However, as mentioned in the highlighted sentence, boxplots are also useful for determining the variable’s actual maximum:
max(loans_full_schema$loan_amount)
## [1] 40000
Aside from that, I believe boxplots have its own set of useful features in this case as well.
It clearly displays the median ranking as well as the differences between them. Even when I rank the density plots in the Ridgeline plots, it is very difficult to identify which groups have bigger loan amounts on median or they are the same.
While the Ridgeline plot allows us to compare the distribution of a few variables, it is unnecessarily detailed due to the fact that this category variable contains more than 10 examples. A box plot offers a lot of information at a glance by interquatile range.
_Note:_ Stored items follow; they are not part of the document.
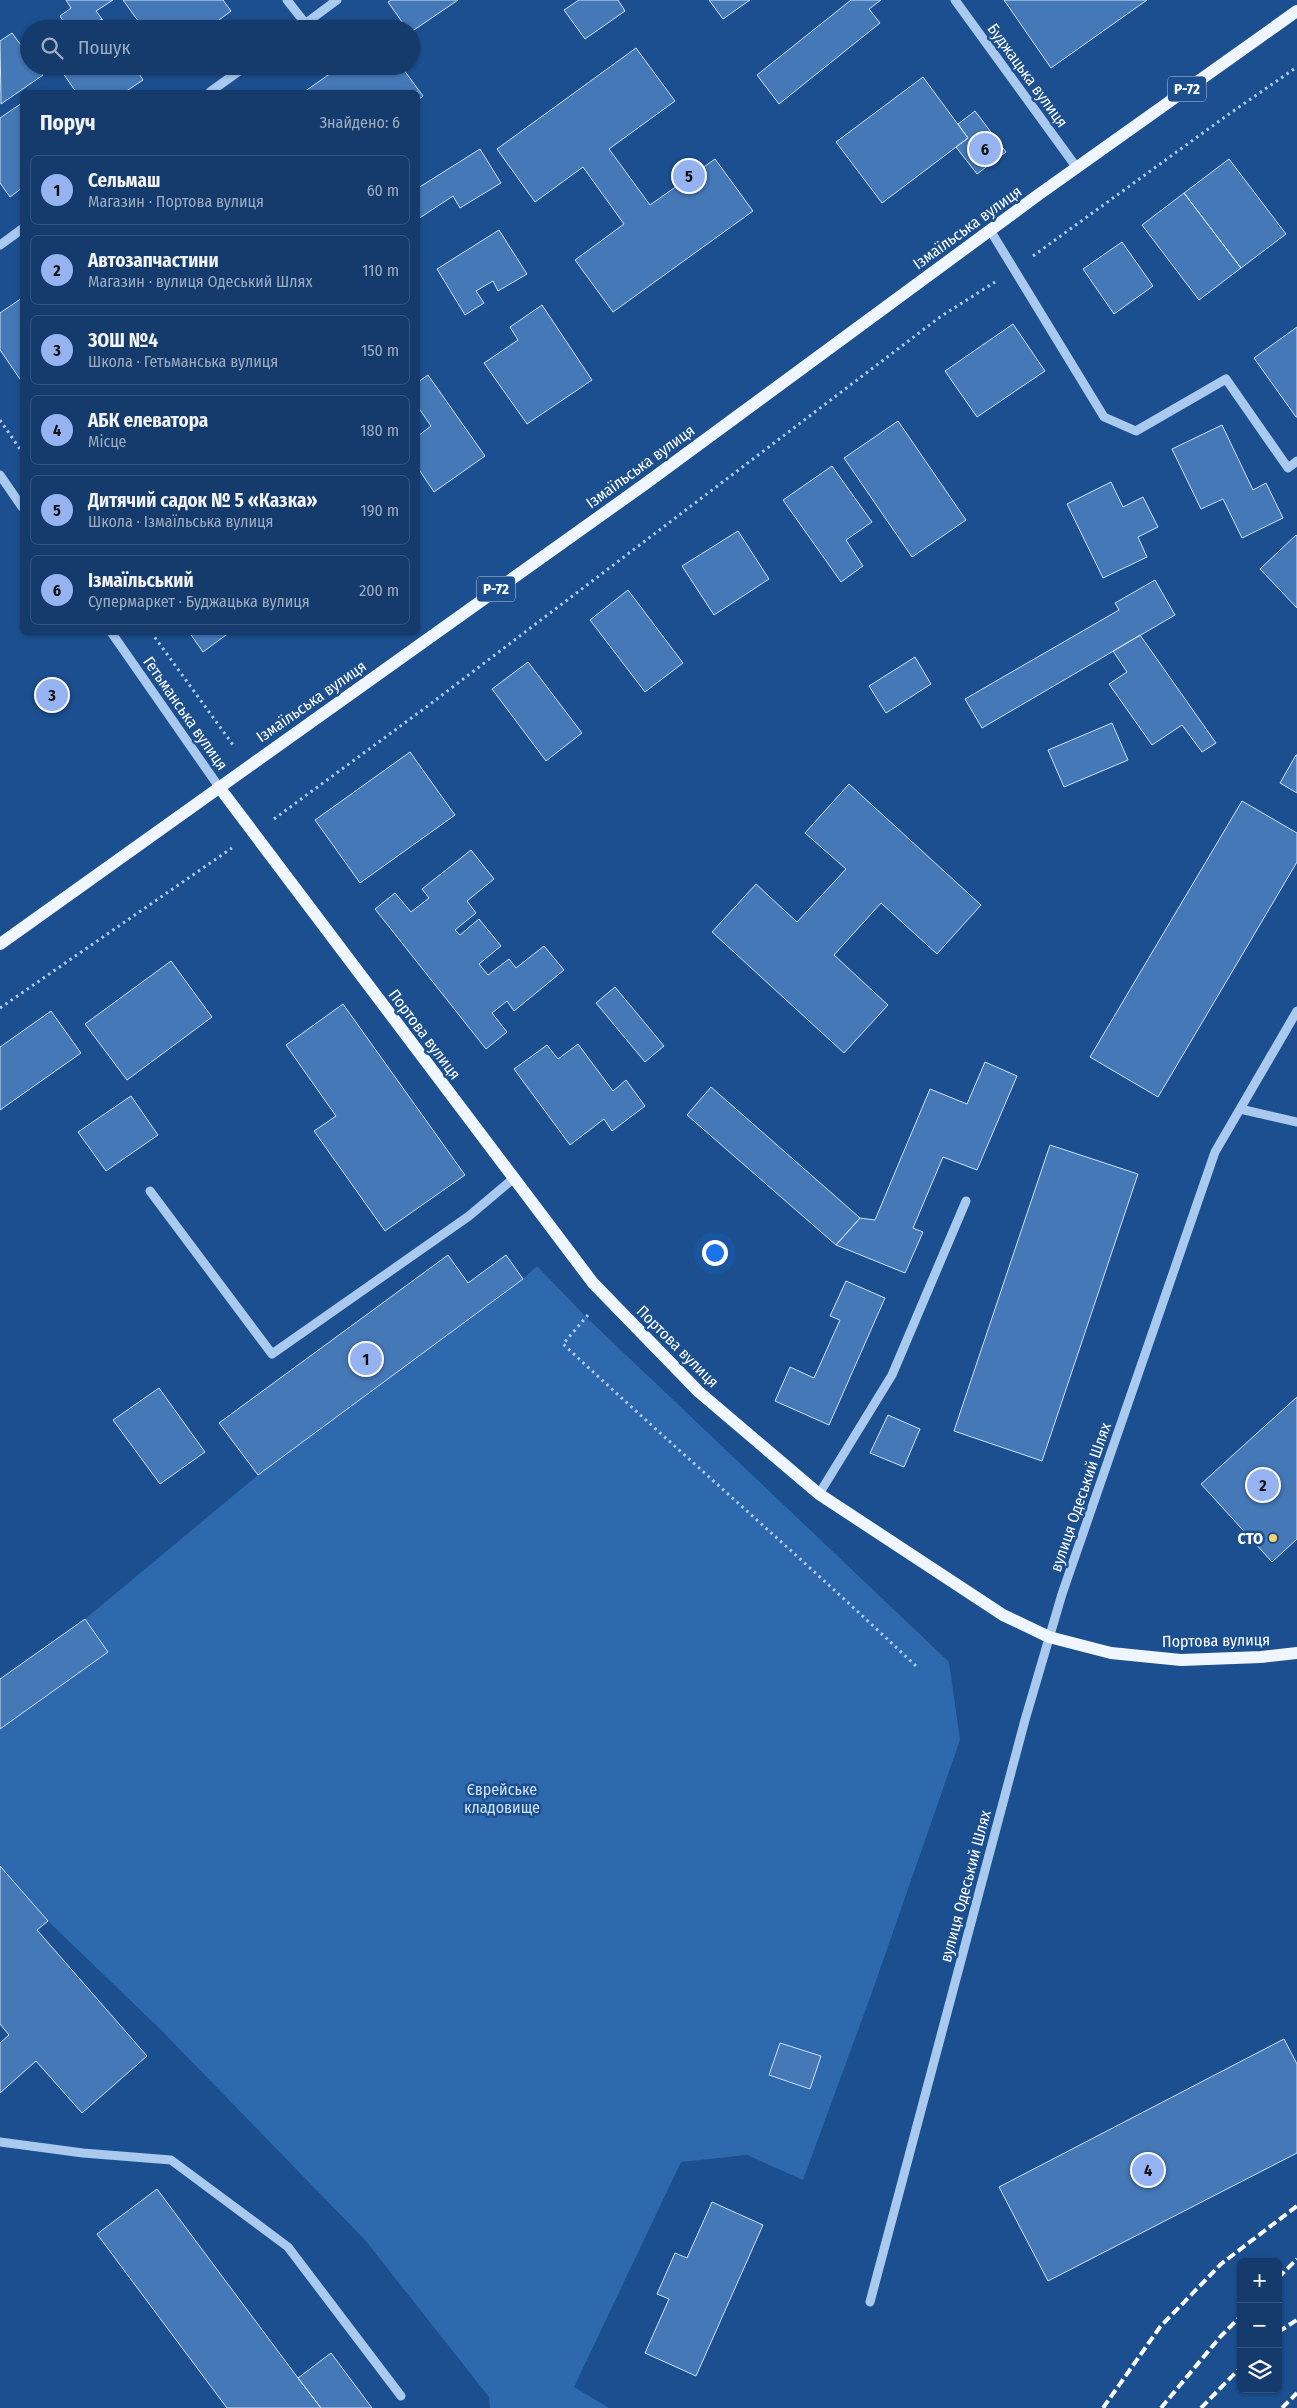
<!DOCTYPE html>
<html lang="uk">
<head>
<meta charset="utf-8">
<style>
  body { margin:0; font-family:"Fira Sans Condensed",sans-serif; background:#214673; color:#f1f3f6 }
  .controls { position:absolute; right:15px; bottom:15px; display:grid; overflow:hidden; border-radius:8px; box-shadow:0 1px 4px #0004 }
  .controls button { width:45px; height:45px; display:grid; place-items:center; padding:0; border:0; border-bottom:1px solid #33557e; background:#143b6b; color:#f1f3f6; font:25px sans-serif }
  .you { position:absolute; left:714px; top:1252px; width:18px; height:18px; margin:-12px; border:4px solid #fff; border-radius:50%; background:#1a73e8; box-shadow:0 0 0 8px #1a73e833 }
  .badge { display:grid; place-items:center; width:32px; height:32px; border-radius:50%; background:#95b2f1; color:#111; font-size:16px; font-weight:700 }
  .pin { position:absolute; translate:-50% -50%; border:2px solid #fff; box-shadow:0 1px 5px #0006 }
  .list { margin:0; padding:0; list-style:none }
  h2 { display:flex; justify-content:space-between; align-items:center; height:65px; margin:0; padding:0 20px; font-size:21px }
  h2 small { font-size:16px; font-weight:400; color:#9dadc1 }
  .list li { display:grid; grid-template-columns:32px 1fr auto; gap:15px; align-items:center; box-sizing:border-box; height:70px; margin:0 10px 10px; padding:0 10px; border:1px solid #33557e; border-radius:8px }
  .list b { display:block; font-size:19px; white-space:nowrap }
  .list p { margin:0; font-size:16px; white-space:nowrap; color:#9dadc1 }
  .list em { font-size:16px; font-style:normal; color:#9dadc1 }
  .icon { flex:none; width:28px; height:28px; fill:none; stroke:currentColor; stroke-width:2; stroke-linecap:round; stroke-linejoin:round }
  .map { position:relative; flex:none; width:1297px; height:2408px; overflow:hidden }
  .search { position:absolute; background:#143b6b; box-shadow:0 1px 4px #0004; left:20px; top:20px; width:400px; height:55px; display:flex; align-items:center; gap:12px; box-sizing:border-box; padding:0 18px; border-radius:28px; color:#9dadc1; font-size:19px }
  .panel { position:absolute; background:#143b6b; box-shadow:0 1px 4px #0004; left:20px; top:90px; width:400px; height:545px; border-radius:8px }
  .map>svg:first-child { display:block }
  .green { fill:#2e69ad }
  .building { fill:#4478b7; stroke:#cfe3fa }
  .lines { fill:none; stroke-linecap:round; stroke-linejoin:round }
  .path { stroke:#a9c9ee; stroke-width:3; stroke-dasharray:2.5 4; stroke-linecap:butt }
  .minor { stroke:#a9c9ee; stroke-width:9 }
  .major { stroke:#f0f6ff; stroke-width:12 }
  .rail { stroke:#fff; stroke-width:4; stroke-dasharray:9 4; stroke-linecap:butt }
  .poi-dot { fill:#ffd166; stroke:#1b4f8f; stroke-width:2 }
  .labels { text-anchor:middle; stroke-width:5; stroke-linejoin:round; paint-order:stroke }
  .shield { fill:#1b4f8f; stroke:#bbcadd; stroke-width:1 }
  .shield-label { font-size:15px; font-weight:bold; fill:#fff }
  .street-label { font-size:16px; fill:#fff; stroke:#1b4f8f }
  .poi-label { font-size:16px; font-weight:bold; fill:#fff; stroke:#1b4f8f; text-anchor:end }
  .park-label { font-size:16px; fill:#cfe3fa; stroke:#1b4f8f }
</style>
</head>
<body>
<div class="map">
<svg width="1297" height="2408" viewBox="0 0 1297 2408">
  <rect width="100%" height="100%" fill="#1b4f8f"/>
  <path class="green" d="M537,1266L586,1317L949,1662L960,1740L871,1995L803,2180L747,2155L681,2162L574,2387L609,2408H490L489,2397L365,2240L160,2029L48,1921L0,1866V1729L108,1652L85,1619L258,1475L523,1279Z"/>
  <path class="building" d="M66,0H113L96,11L102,19L88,29H68L60,16L71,8Z
    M123,0H223L231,11L207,29H144Z
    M391,0H458L411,32V29H407L388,2Z
    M579,0H618L625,11L585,39L564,10Z
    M709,0H750L723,19Z
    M851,0H881L869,9L880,23L779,104L757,75Z
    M1004,0H1147L1051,68Z
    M102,19L108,29H88Z
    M12,33L29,56V66H36L43,75L1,104L0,41Z
    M636,48L675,101L609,149L650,205L715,159L753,211L613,312L575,260L624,224L583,167L535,202L497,149Z
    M58,66H134L143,80L125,92H76Z
    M341,66H401L423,96L418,100V92H304Z
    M923,77L968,138L882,203L836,142Z
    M22,103V188L10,197L0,183V118Z
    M975,111L1006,152L977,174L956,147L968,138L958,124Z
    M480,149L501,183L460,208L453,196L418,219V188Z
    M1229,159L1286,234L1241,268L1184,193Z
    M1184,193L1241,268L1199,300L1142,225Z
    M499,230L527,274L498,291L493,281L476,291L484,303L465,315L437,269Z
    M1122,242L1153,286L1114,314L1083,269Z
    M22,298V382L0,350V313Z
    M542,305L592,380L527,424L484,363L518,340L510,327Z
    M1013,324L1045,371L977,417L945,371Z
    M1297,327V417H1296L1254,358Z
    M428,375L485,456L434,492L418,468V436L431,426L418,407V382Z
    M898,421L966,520L912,557L844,458Z
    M1222,425L1253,490L1266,483L1283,518L1242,538L1223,499L1201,509L1172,449Z
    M832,466L872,522L846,540L863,566L841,582L783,500Z
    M1111,482L1123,507L1143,497L1158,527L1138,537L1147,557L1103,578L1067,504Z
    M738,531L769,579L714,615L682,566Z
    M1296,535L1297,536V608L1260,569Z
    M1155,580L1175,615L982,728L965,699L1119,610L1115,603Z
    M628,590L683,663L645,692L590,620Z
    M189,632H230L203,652Z
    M1140,635L1216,743L1202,752L1182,725L1152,745L1109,684L1127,672L1113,651Z
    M915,657L931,684L886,713L869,686Z
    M528,662L582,733L546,761L492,689Z
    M1112,723L1128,760L1064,787L1048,750Z
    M410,752L455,815L360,883L315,820Z
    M1296,755H1297V793L1280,783Z
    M849,784L981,905L937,954L881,903L834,955L888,1005L844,1053L712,932L756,884L797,922L846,869L805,833Z
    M1242,801L1297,833V862L1158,1097L1090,1057Z
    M471,850L494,879L467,901L476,913L455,930L460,935L479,919L501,946L479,964L488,975L509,959L516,968L544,946L564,970L514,1011L507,1001L492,1013L507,1032L486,1049L375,909L395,893L411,912L429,898L422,889Z
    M171,961L212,1017L127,1080L85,1024Z
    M615,987L664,1046L645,1062L596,1003Z
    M343,1004L465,1175L385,1231L314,1131L336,1116L286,1045Z
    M51,1011L81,1053L0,1110V1047Z
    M578,1044L613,1091L626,1080L645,1106L612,1131L604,1119L570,1145L514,1069L547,1045L558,1059Z
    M985,1062L1017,1076L977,1170L943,1157L913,1228L923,1232L905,1273L836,1245L860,1218L875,1220L930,1089L967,1104Z
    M711,1087L860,1218L836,1245L687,1115Z
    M131,1096L158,1135L106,1171L78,1132Z
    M1050,1145L1138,1174L1042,1461L954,1431Z
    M448,1255L468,1283L506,1255L523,1279L258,1475L219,1423Z
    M846,1281L885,1298L829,1425L775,1401L790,1367L814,1378L840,1320L830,1316Z
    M159,1388L205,1452L160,1484L113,1420Z
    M1297,1397V1539L1272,1562L1201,1484Z
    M888,1415L920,1429L904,1467L870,1453Z
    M85,1619L108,1652L0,1729V1679Z
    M0,1866L48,1921L37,1930L147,2056L82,2113L36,2061L0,2093V2043L9,2035L0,2024Z
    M1284,2039L1297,2064V2153L1048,2281L999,2187Z
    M780,2043L821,2056L810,2089L769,2075Z
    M157,2189L298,2378L321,2408H227L97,2234Z
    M712,2202L763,2225L696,2376L645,2353L669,2299L657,2294L675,2253L687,2258Z
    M331,2353L372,2408H321L298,2378Z"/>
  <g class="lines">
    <path class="path" d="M1033,256L1229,114L1297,67
      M0,420L22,452
      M151,632L233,745
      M274,819L425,708L940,317L995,282
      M0,1008L232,848
      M588,1315L563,1344C680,1453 801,1557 917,1667"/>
    <path class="minor" d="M287,0L305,23
      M955,0L1077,168
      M298,29L337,0
      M210,92L246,66
      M990,230L1104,417L1136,431L1226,379L1288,468L1297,461
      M0,245L22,229
      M0,475L22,507
      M111,632L219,787
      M1240,1109L1297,1122
      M150,1191L272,1354L469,1216L514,1178
      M819,1494L892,1375L966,1201
      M0,2142L83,2153L171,2160L288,2247L401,2396
      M870,2302L1025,1720L1062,1594L1215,1152L1297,1011"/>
    <path class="major" d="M219,787L593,1283L699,1392L819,1494L1003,1615L1049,1637L1111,1653L1181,1660L1261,1657L1297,1653
      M0,944L645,484L1038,195L1297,11"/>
    <path class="rail" d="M1278,2278L1297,2259
      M1278,2332L1297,2320
      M1103,2408L1160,2327L1221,2264L1297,2206
      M1161,2408L1221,2336L1241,2316
      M1201,2408L1241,2367
      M1282,2408L1297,2393"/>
  </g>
  <circle class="poi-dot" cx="1273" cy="1538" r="5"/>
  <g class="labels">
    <g class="shield">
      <rect x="1168" y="76.5" width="38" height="25" rx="4"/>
      <rect x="477" y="576.5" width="38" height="25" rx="4"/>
    </g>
    <g class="shield-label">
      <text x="1187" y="94">Р-72</text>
      <text x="496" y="594">Р-72</text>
    </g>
    <g class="street-label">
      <text transform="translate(1028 75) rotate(54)" y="6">Буджацька вулиця</text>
      <text transform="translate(967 227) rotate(-36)" y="6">Ізмаїльська вулиця</text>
      <text transform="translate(640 466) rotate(-36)" y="6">Ізмаїльська вулиця</text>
      <text transform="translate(311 701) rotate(-35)" y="6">Ізмаїльська вулиця</text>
      <text transform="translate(186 713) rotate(55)" y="6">Гетьманська вулиця</text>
      <text transform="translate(425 1034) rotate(53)" y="6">Портова вулиця</text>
      <text transform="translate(678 1346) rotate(45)" y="6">Портова вулиця</text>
      <text transform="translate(1080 1497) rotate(-71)" y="6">вулиця Одеський Шлях</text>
      <text transform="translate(1216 1640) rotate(-1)" y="6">Портова вулиця</text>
      <text transform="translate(965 1886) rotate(-75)" y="6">вулиця Одеський Шлях</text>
    </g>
    <g class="poi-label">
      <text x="1263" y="1544">СТО</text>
    </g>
    <g class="park-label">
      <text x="502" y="1795">Єврейське<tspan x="502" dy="18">кладовище</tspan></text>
    </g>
  </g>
</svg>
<div class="controls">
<button>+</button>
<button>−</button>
<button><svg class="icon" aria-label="layers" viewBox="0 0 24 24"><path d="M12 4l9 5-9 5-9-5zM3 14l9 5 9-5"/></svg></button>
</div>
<div class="you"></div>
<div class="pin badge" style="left:366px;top:1359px">1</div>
<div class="pin badge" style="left:1263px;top:1485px">2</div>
<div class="pin badge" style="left:52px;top:695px">3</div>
<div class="pin badge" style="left:1148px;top:2170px">4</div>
<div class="pin badge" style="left:689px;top:176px">5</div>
<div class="pin badge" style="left:985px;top:149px">6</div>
<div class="search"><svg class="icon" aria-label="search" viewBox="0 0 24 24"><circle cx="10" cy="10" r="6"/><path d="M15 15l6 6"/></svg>Пошук</div>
<section class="panel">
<h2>Поруч<small>Знайдено: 6</small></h2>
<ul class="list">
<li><span class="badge">1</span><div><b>Сельмаш</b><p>Магазин · Портова вулиця</p></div><em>60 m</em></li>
<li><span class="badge">2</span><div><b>Автозапчастини</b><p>Магазин · вулиця Одеський Шлях</p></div><em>110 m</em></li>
<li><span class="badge">3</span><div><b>ЗОШ №4</b><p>Школа · Гетьманська вулиця</p></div><em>150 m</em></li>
<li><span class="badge">4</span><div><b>АБК елеватора</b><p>Місце</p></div><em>180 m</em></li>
<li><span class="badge">5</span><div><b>Дитячий садок № 5 «Казка»</b><p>Школа · Ізмаїльська вулиця</p></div><em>190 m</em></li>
<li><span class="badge">6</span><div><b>Ізмаїльський</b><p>Супермаркет · Буджацька вулиця</p></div><em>200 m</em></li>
</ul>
</section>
</div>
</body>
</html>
However, there is a way to combine boxplot and ridgeline(density) plots together, using the raincloud plot:
loans_full_schema %>%
ggplot() +
aes(x = loan_purpose,
y = loan_amount,
fill = loan_purpose) +
geom_point(aes(color = loan_purpose),
position = position_jitter(w = .15),
size = 0.5,
alpha = 0.15) +
geom_boxplot(width = .24,
outlier.shape = NA,
alpha = 0.5) +
geom_flat_violin(position = position_nudge(x = .2),
trim = TRUE,
alpha = 0.7,
scale = "width") +
coord_flip() +
scale_x_discrete(expand = c(0,0)) +
scale_y_continuous(breaks = breaks_width(5000), label = axis_unit_scaler) +
scale_fill_manual(values = rev(JACE_COLOR)) +
scale_color_manual(values = rev(JACE_COLOR)) +
labs(x = "",
title = "Raincloud Plot of loan amount for 11 different loan purpose") +
theme_jace +
theme(legend.position = "none") +
only_x
Now, you can not only see the density shape from the ridges, statistics from the boxplots, but also a scatter plot that informs us that loan amounts are predominantly multiples of $5,000, such as $35,000 and $40,000, which is the conclusion we are expected to get in 5. a)!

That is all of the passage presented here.